- [What this task involves]
Look over the entries and say how many lines include the word "Vigário". Only the number, please.

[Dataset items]

==============================

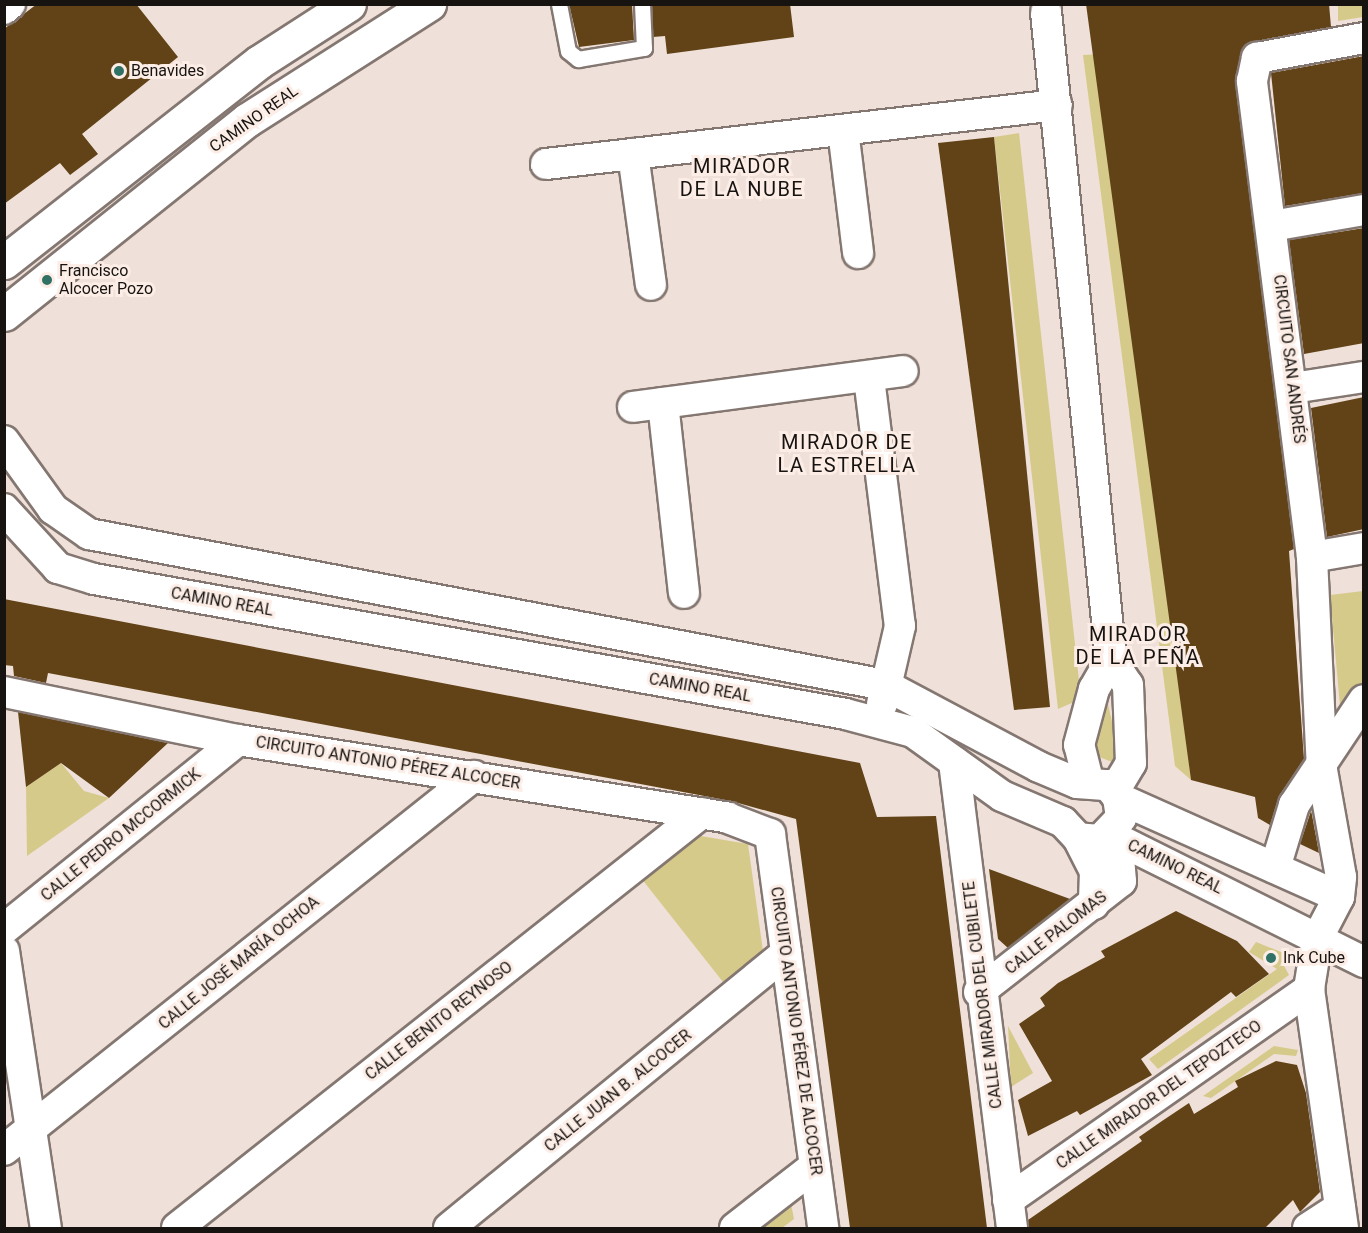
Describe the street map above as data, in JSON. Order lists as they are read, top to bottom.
{
  "streets": {
    "street": [
      "CAMINO REAL",
      "CIRCUITO SAN ANDRÉS",
      "CIRCUITO ANTONIO PÉREZ ALCOCER",
      "CALLE PEDRO MCCORMICK",
      "CALLE PALOMAS",
      "CALLE JOSÉ MARÍA OCHOA",
      "CALLE MIRADOR DEL CUBILETE",
      "CALLE BENITO REYNOSO",
      "CIRCUITO ANTONIO PÉREZ DE ALCOCER",
      "CALLE JUAN B. ALCOCER",
      "CALLE MIRADOR DEL TEPOZTECO"
    ]
  },
  "crossings": [
    ["CAMINO REAL", "CIRCUITO SAN ANDRÉS"],
    ["CAMINO REAL", "CALLE PALOMAS"],
    ["CAMINO REAL", "CALLE MIRADOR DEL CUBILETE"],
    ["CIRCUITO SAN ANDRÉS", "CALLE MIRADOR DEL TEPOZTECO"],
    ["CIRCUITO ANTONIO PÉREZ ALCOCER", "CALLE PEDRO MCCORMICK"],
    ["CIRCUITO ANTONIO PÉREZ ALCOCER", "CALLE JOSÉ MARÍA OCHOA"],
    ["CIRCUITO ANTONIO PÉREZ ALCOCER", "CALLE BENITO REYNOSO"],
    ["CIRCUITO ANTONIO PÉREZ ALCOCER", "CIRCUITO ANTONIO PÉREZ DE ALCOCER"],
    ["CALLE PALOMAS", "CALLE MIRADOR DEL CUBILETE"],
    ["CALLE MIRADOR DEL CUBILETE", "CALLE MIRADOR DEL TEPOZTECO"],
    ["CIRCUITO ANTONIO PÉREZ DE ALCOCER", "CALLE JUAN B. ALCOCER"]
  ],
  "districts": ["MIRADOR DE LA NUBE", "MIRADOR DE LA ESTRELLA", "MIRADOR DE LA PEÑA"],
  "places": ["Benavides", "Francisco Alcocer Pozo", "Ink Cube"]
}
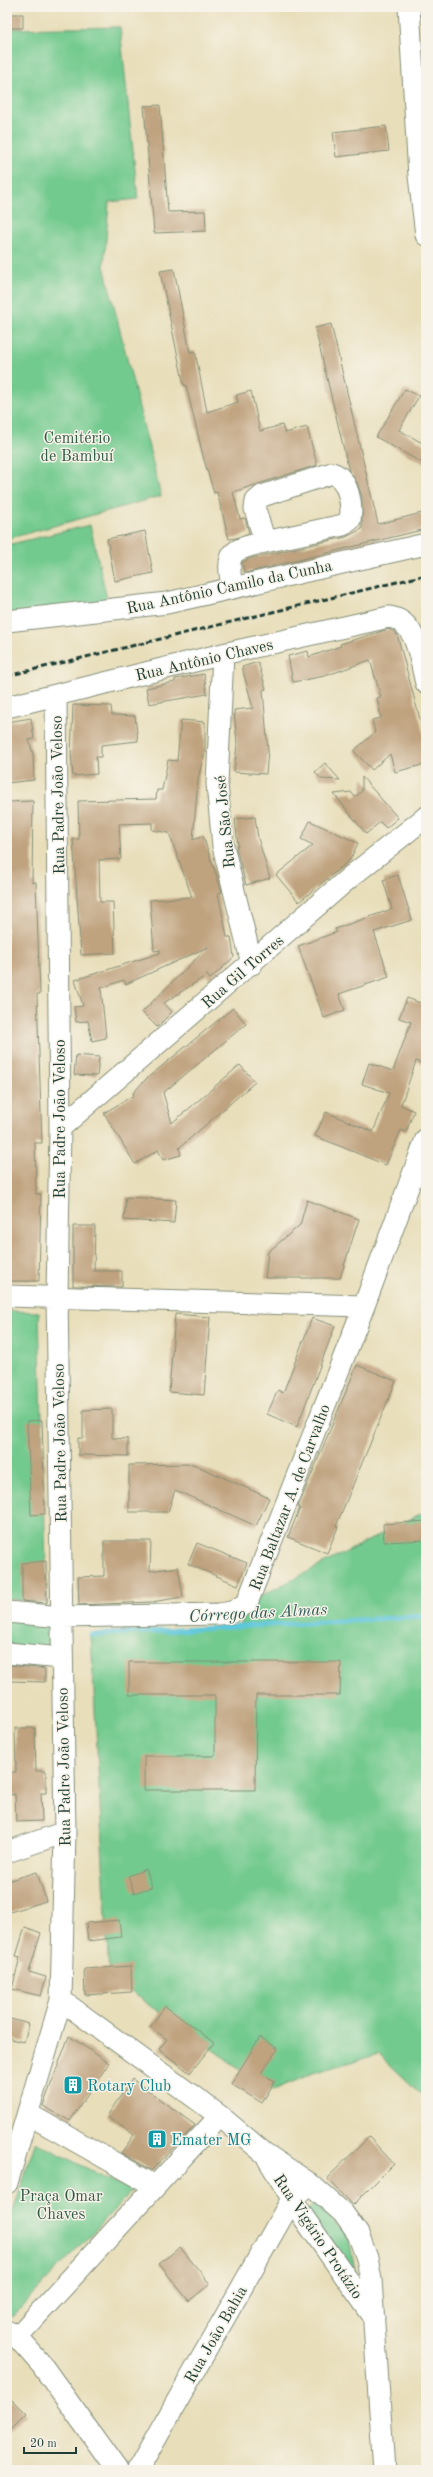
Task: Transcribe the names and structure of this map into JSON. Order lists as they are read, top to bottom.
{
  "streets": {
    "street": [
      "Rua Antônio Camilo da Cunha",
      "Rua Antônio Chaves",
      "Rua Padre João Veloso",
      "Rua São José",
      "Rua Gil Torres",
      "Rua Baltazar A. de Carvalho",
      "Rua Vigário Protázio",
      "Rua João Bahia"
    ]
  },
  "crossings": [
    ["Rua Antônio Chaves", "Rua Padre João Veloso"],
    ["Rua Antônio Chaves", "Rua São José"],
    ["Rua Padre João Veloso", "Rua Gil Torres"],
    ["Rua Padre João Veloso", "Rua Baltazar A. de Carvalho"],
    ["Rua Padre João Veloso", "Rua Vigário Protázio"],
    ["Rua São José", "Rua Gil Torres"],
    ["Rua Vigário Protázio", "Rua João Bahia"]
  ],
  "water": ["Córrego das Almas"],
  "parks": ["Cemitério de Bambuí", "Praça Omar Chaves"],
  "places": {
    "building": ["Rotary Club", "Emater MG"]
  },
  "scale_bar": "20 m"
}
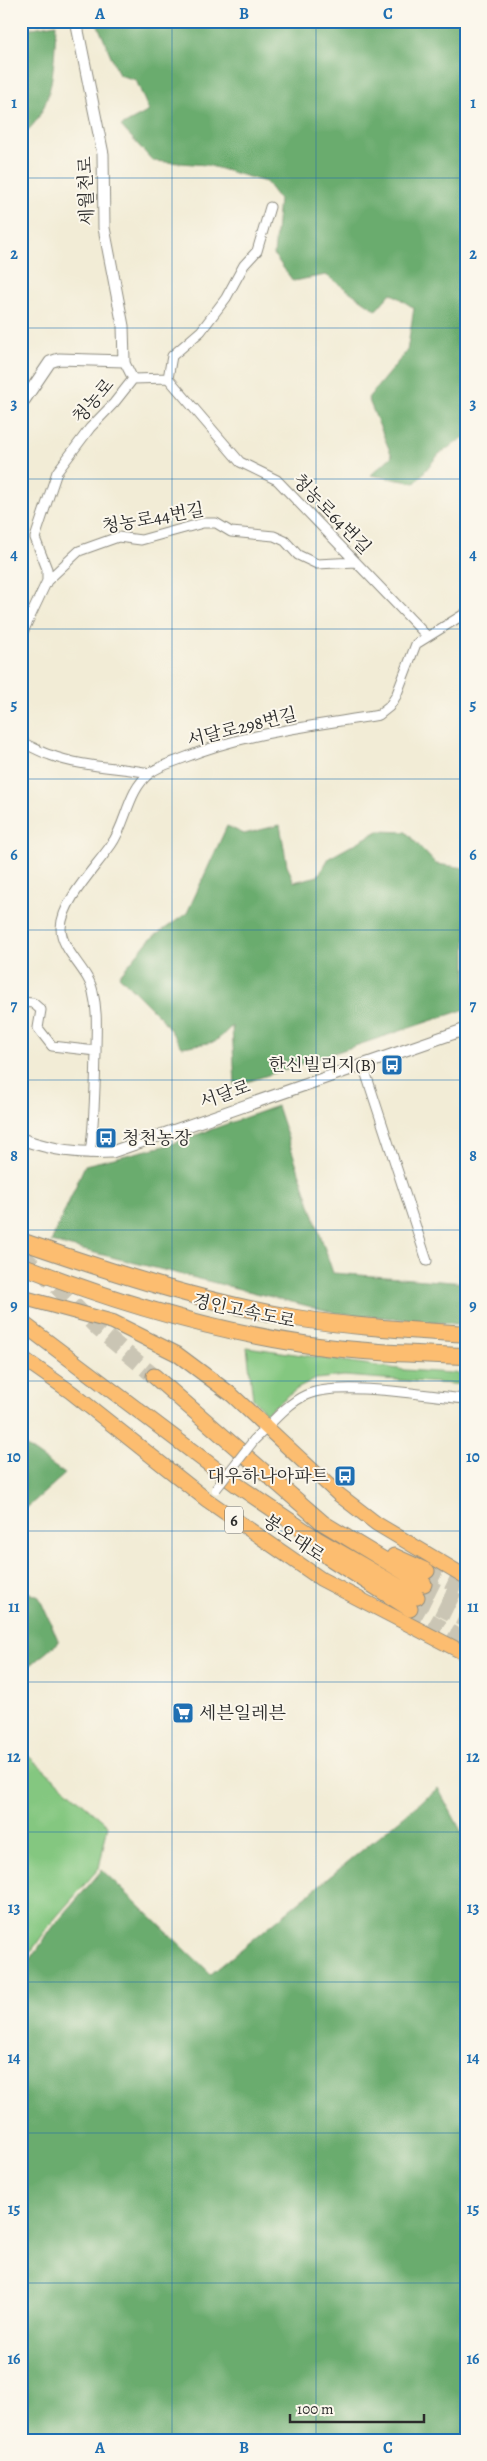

==============================

- [Final answer]
3